── Input records

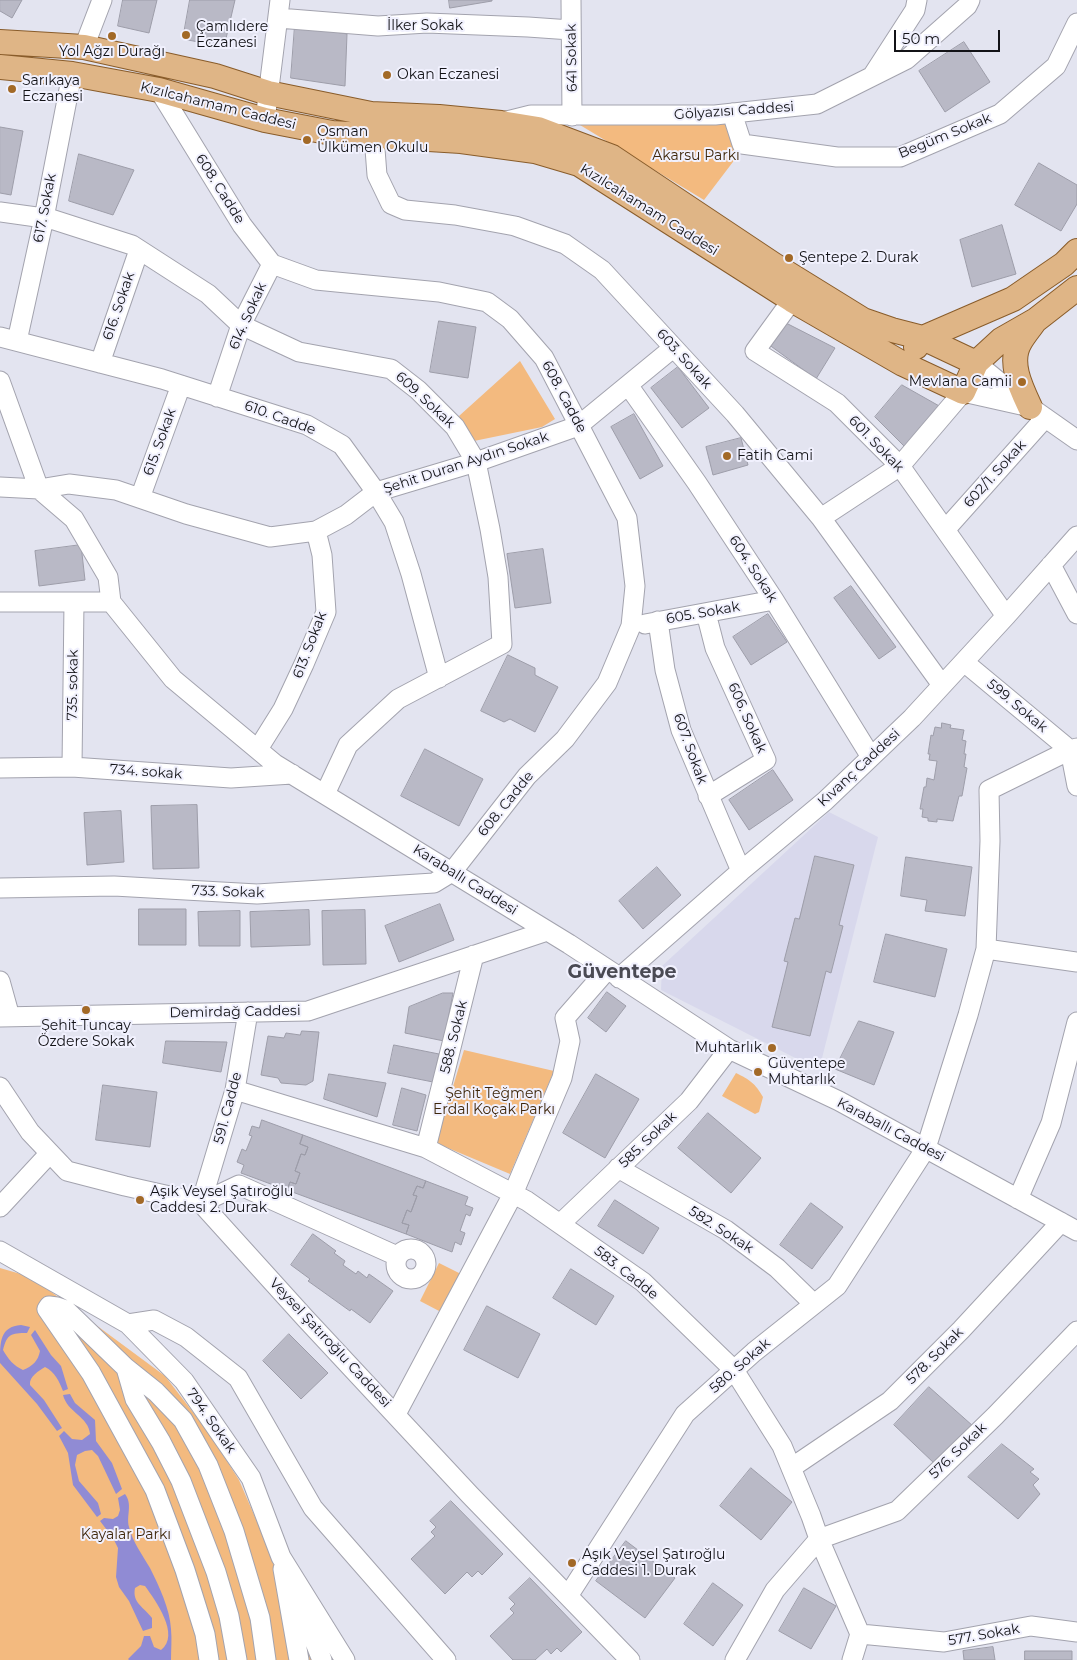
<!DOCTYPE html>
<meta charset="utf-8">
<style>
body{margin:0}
#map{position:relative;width:1077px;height:1660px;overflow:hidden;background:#e3e4f0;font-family:Montserrat,sans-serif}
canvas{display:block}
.scale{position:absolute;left:894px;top:30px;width:106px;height:22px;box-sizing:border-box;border:2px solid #131317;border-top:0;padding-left:6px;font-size:15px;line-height:18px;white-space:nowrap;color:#131317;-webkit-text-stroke:4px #f1f1fe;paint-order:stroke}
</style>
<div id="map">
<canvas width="1077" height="1660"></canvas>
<div class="scale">50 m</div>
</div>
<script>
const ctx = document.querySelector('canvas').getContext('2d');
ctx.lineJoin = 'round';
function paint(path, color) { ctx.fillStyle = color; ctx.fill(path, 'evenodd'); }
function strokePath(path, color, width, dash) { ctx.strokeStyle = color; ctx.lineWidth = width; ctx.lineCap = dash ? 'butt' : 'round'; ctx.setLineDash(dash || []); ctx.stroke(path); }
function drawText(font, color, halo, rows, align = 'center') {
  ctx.font = font + ' Montserrat,sans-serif'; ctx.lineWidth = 4; ctx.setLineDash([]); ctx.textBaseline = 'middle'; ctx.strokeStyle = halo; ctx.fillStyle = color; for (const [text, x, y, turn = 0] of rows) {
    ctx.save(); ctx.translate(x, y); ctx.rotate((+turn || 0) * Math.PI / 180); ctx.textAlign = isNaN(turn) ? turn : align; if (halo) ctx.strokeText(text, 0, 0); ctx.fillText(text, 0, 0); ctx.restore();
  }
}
paint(new Path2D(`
 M829 812 878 837 819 1070 661 990 662 966Z`), '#d8d8ec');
paint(new Path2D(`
 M729 120 742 150 704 200 580 125Z
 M520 361 555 419 542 427 474 441 459 416Z
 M464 1050 554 1071 510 1174 436 1143Z
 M736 1073C750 1080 755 1083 763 1097L759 1112 755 1114 722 1096Z
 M439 1263 461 1274 441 1312 420 1301Z
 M0 1268 31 1277 165 1376 209 1433 239 1480 283 1582 333 1660H0Z`), '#f3ba7f');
paint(new Path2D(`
 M21 1325 30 1327 27 1333C11 1333 7 1334 3 1350 8 1359 14 1366 23 1370 33 1366 38 1361 40 1351L31 1335 35 1330 51 1355 61 1366 68 1389 63 1391C59 1381 55 1372 45 1367 39 1371 29 1376 30 1385L44 1400 62 1428 57 1431 37 1404 0 1363C0 1341 0 1327 21 1325Z
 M70 1394 75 1403 95 1420 96 1441 112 1463 122 1489 116 1494 98 1456 92 1450 85 1451 77 1455 75 1465 79 1481 98 1503 101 1514 97 1517 73 1485 68 1453 59 1436 64 1431 72 1439 82 1440 90 1434C89 1417 67 1412 63 1395Z
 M125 1494C133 1505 126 1515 129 1527 133 1543 142 1554 150 1568 159 1586 170 1609 171 1629 172 1639 171 1650 171 1660H129L128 1659 141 1646 144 1636H150L154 1647 161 1650C181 1635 155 1600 145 1586L140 1585 135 1588C132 1603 144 1607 152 1618V1628L143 1631 129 1601 119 1587 116 1577 118 1548 113 1538 100 1521 104 1518 113 1519 118 1516 120 1510 118 1498Z`), '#908bd4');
const building = new Path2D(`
 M0 0H22L12 18 0 11Z
 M123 0H157L149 33 118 26Z
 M190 0H235L224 47 183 39Z
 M449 0H492V1L450 8Z
 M295 25 347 34 345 86 291 78Z
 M964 42 990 82 945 112 919 71Z
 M0 127 23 131 11 195 0 193Z
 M79 154 134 170 113 215 69 201Z
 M1039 163 1077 185V204L1061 231 1015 205Z
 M1002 225 1016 274 972 287 960 240Z
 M439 321 476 327 468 378 430 372Z
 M786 323 835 348 816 379 768 344Z
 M678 367 709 408 682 428 651 388Z
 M902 385 941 407 906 448 875 417Z
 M634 414 663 466 640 479 611 427Z
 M741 438 748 465 713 475 706 447Z
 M81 545 85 580 39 586 35 551Z
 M543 549 551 603 515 608 507 554Z
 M851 586 896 647 879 659 834 598Z
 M768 614 787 642 751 665 733 637Z
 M508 655 535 668V675L558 687 535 732 510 719 504 722 481 711Z
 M942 723 951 725 950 728 964 730 962 740 966 741 964 754H966L964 767 967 768 962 796H959L953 821 937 819V822L928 821V818L922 817 923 809H920L924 787H926L927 778 934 780 937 761 929 760 930 754H928L931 735 933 736 935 727 941 728Z
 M425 749 483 779 459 826 401 796Z
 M773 770 793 800 749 830 729 800Z
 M197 805 199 868 153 869 151 806Z
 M121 811 124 862 87 865 84 813Z
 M815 856 854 865 839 925 843 926 831 973 826 971 810 1036 772 1027 788 962 784 961 795 918 799 919Z
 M906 857 972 867 965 916 925 911 927 900 901 896Z
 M657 867 681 895 643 929 619 901Z
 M440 904 454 940 399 962 385 926Z
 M139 909H186V945H139Z
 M309 910 310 945 251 947 250 912Z
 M365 910 366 964 323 965 322 911Z
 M240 911V946H199L198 912Z
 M886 934 947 949 935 997 874 982Z
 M607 992 626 1006 606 1032 588 1018Z
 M443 993H453L444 1041 405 1033 409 1007Z
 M859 1021 894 1032 874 1085 835 1069Z
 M302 1031 319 1032 313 1081 306 1085 281 1083 278 1078 261 1075 268 1036 284 1038 286 1033 300 1035Z
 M166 1041 227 1042 221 1072 163 1063Z
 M394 1045 439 1054 433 1082 388 1073Z
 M329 1074 386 1083 377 1117 324 1099Z
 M596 1074 639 1099 605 1158 563 1133Z
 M103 1085 157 1092 150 1147 96 1140Z
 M402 1088 426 1095 417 1131 393 1125Z
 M708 1113 761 1158 731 1193 678 1148Z
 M262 1120 303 1135 300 1144 308 1147 305 1155 301 1154 295 1171 300 1173 296 1184 290 1182 287 1190 241 1173 244 1165 237 1162 242 1149 246 1151 252 1136 249 1135 252 1126 259 1128Z
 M303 1135 426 1181 423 1188 417 1186 413 1195 417 1196 411 1212 407 1210 402 1223 409 1225 406 1234 287 1190 290 1182 296 1184 300 1173 295 1171 301 1154 305 1155 308 1147 300 1144Z
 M426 1181 468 1197 465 1205 473 1208 470 1216 466 1214 460 1231 465 1233 461 1245 455 1242 452 1252 406 1234 409 1225 402 1223 407 1210 411 1212 417 1196 413 1195 417 1186 423 1188Z
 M615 1200 659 1228 643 1254 598 1226Z
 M811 1203 843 1227 812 1269 780 1245Z
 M313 1234 336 1251 334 1253 345 1261 343 1265 356 1274 358 1271 367 1278 369 1274 393 1291 370 1323 351 1309 350 1311 308 1281 310 1279 291 1265Z
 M571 1269 614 1296 596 1325 553 1298Z
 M487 1306 540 1334 518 1378 464 1350Z
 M289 1334 328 1373 301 1399 263 1361Z
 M929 1387 973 1426 935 1464 894 1425Z
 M1002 1444 1034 1469 1030 1472 1039 1479 1033 1485 1040 1494 1018 1519 968 1477Z
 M751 1468 792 1502 761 1540 720 1506Z
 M451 1501 503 1554 482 1575 478 1571 472 1577 467 1572 445 1594 411 1559 435 1536 431 1532 436 1527 430 1521Z
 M626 1541 675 1578 645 1618 596 1581Z
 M530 1578 582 1632 561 1652 557 1648 551 1654 547 1649 535 1660H513L490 1636 514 1613 510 1609 515 1604 509 1598Z
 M713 1583 743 1605 713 1646 684 1624Z
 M804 1588 836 1606 811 1649 779 1631Z
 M993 1647 995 1660H964L963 1651Z
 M1025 1651H1072V1660H1025Z`);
paint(building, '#b9b9c6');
strokePath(building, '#9d9da9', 1);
const minor = new Path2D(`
 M571 0 572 116
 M278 18 378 26 427 23 528 27 571 30
 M84 47 102 0
 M873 75 915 10 917 0
 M732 113 742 144 837 157H900L1000 114 1056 66 1077 23
 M265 120 280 0
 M507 121 531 115H715L817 104 907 59 967 6 970 0
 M374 136 377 175 391 204 405 210 455 215 515 226 565 244 602 270 735 414 821 518 942 685
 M0 212 51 219 132 245 208 294 241 325 299 352 391 369 418 390 455 427 476 462 490 529 498 577 502 644 398 699 348 745 325 794
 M792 300 755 351 837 403 900 466 1006 616
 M0 337 162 379 307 425 342 445 376 492 394 522 411 574 439 678
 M17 341 44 218 72 74
 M100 363 139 250
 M976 363 1030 407 1077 440
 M0 381 39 489 74 519 108 577 111 602 173 679 275 764 569 944 729 1049 839 1101 1077 1231
 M628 385 697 483 774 600 871 757
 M217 397 241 325 272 264
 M0 487 39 489 69 484 116 490 186 514 270 537 316 531 346 515 376 492 476 462 578 426 673 348
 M140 498 181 385
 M821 518 900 466 963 392 1030 407
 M945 530 1045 418
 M1051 565 1077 614
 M0 602H111
 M706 613 715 648 766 760 708 796
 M658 621 665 670 681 730 741 871
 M645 624 774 600
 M964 662 1070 750 1077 786
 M258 749 283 709 304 664 326 612 322 555 316 531
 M72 767 74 602
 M0 768 72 767 231 778 292 774
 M0 888 114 886 257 894 434 883 452 872 527 776 565 739 607 683 631 626 635 586 627 518 544 358 510 319 487 302 439 292 316 280 272 264 242 225 159 90
 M986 949 1077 962
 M619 978 741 871 825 801 912 718 1006 616 1077 536
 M0 981 10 1017
 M0 1017 308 1011 547 931
 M0 1087 30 1132 67 1171 125 1186 201 1203 305 1318 470 1495 630 1660
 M235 1090 426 1148 527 1201 643 1282 734 1370 782 1446 811 1516 819 1539 860 1634 852 1660
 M426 1148 474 955
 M618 1168 726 1230 777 1268 814 1304
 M1018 1199 1051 1123 1077 1022
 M201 1203 239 1185 397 1256
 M201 1203 235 1090 248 1012
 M0 1207 50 1153
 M560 1224 689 1101 729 1049
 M396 1264a15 15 0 1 1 30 0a15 15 0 1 1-30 0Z
 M0 1251 128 1324 184 1381 251 1478 281 1557 345 1660
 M128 1324 154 1320 186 1337 238 1378 313 1508 446 1660
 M126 1368 135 1399 161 1442 181 1481 216 1572 229 1616 237 1660
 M396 1414 513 1194 562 1078 570 1041 565 1018 607 970
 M791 1468 890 1401 961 1330 1061 1222
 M283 1569 299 1660
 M568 1596 685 1414 754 1352 837 1286 926 1148 968 1015 986 949 990 841 989 790 1070 750 1077 748
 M300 1605 322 1660
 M860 1634 944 1642 1031 1626 1077 1632
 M209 1660 205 1634 185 1570 155 1490 91 1373 47 1309 49 1306 57 1307 66 1310 126 1368 156 1392 183 1420 208 1465 234 1531 260 1618 266 1660
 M735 1660 775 1590 819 1539 897 1511 995 1416 1077 1331`);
const major = new Path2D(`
 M0 42 84 47 215 76 268 93 371 114 439 117 501 123 538 129 612 157 774 265 863 320 892 330 923 338 976 363
 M0 67 72 74 159 90 265 120 332 133 461 141 535 151 579 164 792 300 903 364 963 392 976 363 1001 340 1036 320 1077 288
 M916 347 923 338 1013 299 1064 264 1077 251
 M1030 407C1021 388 1008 362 1020 342 1024 335 1030 328 1034 322`);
strokePath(minor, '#a3a3ae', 21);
strokePath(major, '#895c2a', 26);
strokePath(minor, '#fff', 19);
strokePath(major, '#dfb586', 24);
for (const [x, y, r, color] of [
 [186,35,5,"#a26927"],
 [112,36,5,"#a26927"],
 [387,75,5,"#a26927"],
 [12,89,5,"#a26927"],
 [307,140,5,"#a26927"],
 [789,258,5,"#a26927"],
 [1022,382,5,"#a26927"],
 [727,456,5,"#a26927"],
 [86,1010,5,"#a26927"],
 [772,1048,5,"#a26927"],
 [758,1072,5,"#a26927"],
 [140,1200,5,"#a26927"],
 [572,1563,5,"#a26927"]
]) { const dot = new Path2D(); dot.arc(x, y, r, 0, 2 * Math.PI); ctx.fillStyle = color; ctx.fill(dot); strokePath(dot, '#f1f1fe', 2); }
drawText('14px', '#131317', '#f1f1fe', [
 ["İlker Sokak",425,26],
 ["641 Sokak",572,58,-91],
 ["Kızılcahamam Caddesi",218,106,14],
 ["Gölyazısı Caddesi",734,111,-4],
 ["Begüm Sokak",945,136,-22],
 ["608. Cadde",220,189,58],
 ["617. Sokak",45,208,-79],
 ["Kızılcahamam Caddesi",649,210,32],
 ["616. Sokak",119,306,-71],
 ["614. Sokak",248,316,-66],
 ["603. Sokak",684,359,48],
 ["608. Cadde",564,397,62],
 ["609. Sokak",425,400,43],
 ["610. Cadde",280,418,20],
 ["615. Sokak",160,442,-70],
 ["601. Sokak",876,444,46],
 ["Şehit Duran Aydın Sokak",466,463,-18],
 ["602/1. Sokak",995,474,-48],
 ["604. Sokak",753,569,57],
 ["605. Sokak",703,613,-10],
 ["613. Sokak",310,645,-69],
 ["735. sokak",73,685,-89],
 ["599. Sokak",1017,706,40],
 ["606. Sokak",747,718,66],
 ["607. Sokak",690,749,70],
 ["Kıvanç Caddesi",859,768,-43],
 ["734. sokak",146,772,4],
 ["608. Cadde",506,804,-51],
 ["Karaballı Caddesi",465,880,32],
 ["733. Sokak",228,892,2],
 ["Demirdağ Caddesi",235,1012,-1],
 ["588. Sokak",454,1037,-76],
 ["591. Cadde",228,1108,-75],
 ["Karaballı Caddesi",891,1130,28],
 ["585. Sokak",648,1140,-44],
 ["582. Sokak",721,1230,33],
 ["583. Cadde",626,1273,38],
 ["Veysel Şatıroğlu Caddesi",330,1343,47],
 ["578. Sokak",935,1356,-45],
 ["580. Sokak",740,1366,-41],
 ["794. Sokak",211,1421,55],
 ["576. Sokak",958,1451,-44],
 ["577. Sokak",984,1635,-10]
]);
drawText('14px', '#131317', '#f1f1fe', [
 ["Çamlıdere",196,27],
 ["Eczanesi",196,43],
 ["Yol Ağzı Durağı",112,52,"center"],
 ["Okan Eczanesi",397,75],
 ["Sarıkaya",22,81],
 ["Eczanesi",22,97],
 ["Osman",317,132],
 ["Ülkümen Okulu",317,148],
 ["Şentepe 2. Durak",799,258],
 ["Mevlana Camii",1012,382,"right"],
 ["Fatih Cami",737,456],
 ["Şehit Tuncay",86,1026,"center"],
 ["Özdere Sokak",86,1042,"center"],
 ["Muhtarlık",762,1048,"right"],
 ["Güventepe",768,1064],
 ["Muhtarlık",768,1080],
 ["Aşık Veysel Şatıroğlu",150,1192],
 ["Caddesi 2. Durak",150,1208],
 ["Aşık Veysel Şatıroğlu",582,1555],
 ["Caddesi 1. Durak",582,1571]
], 'left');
drawText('14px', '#3f270b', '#f1f1fe', [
 ["Akarsu Parkı",696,156],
 ["Şehit Teğmen",494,1094],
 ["Erdal Koçak Parkı",494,1110],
 ["Kayalar Parkı",126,1535]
]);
drawText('bold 19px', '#4a4a54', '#f1f1fe', [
 ["Güventepe",622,972]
]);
</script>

────

Above are entries; state the number of lines among them that contain "scale", and nothing else.

**Result of this task:** 2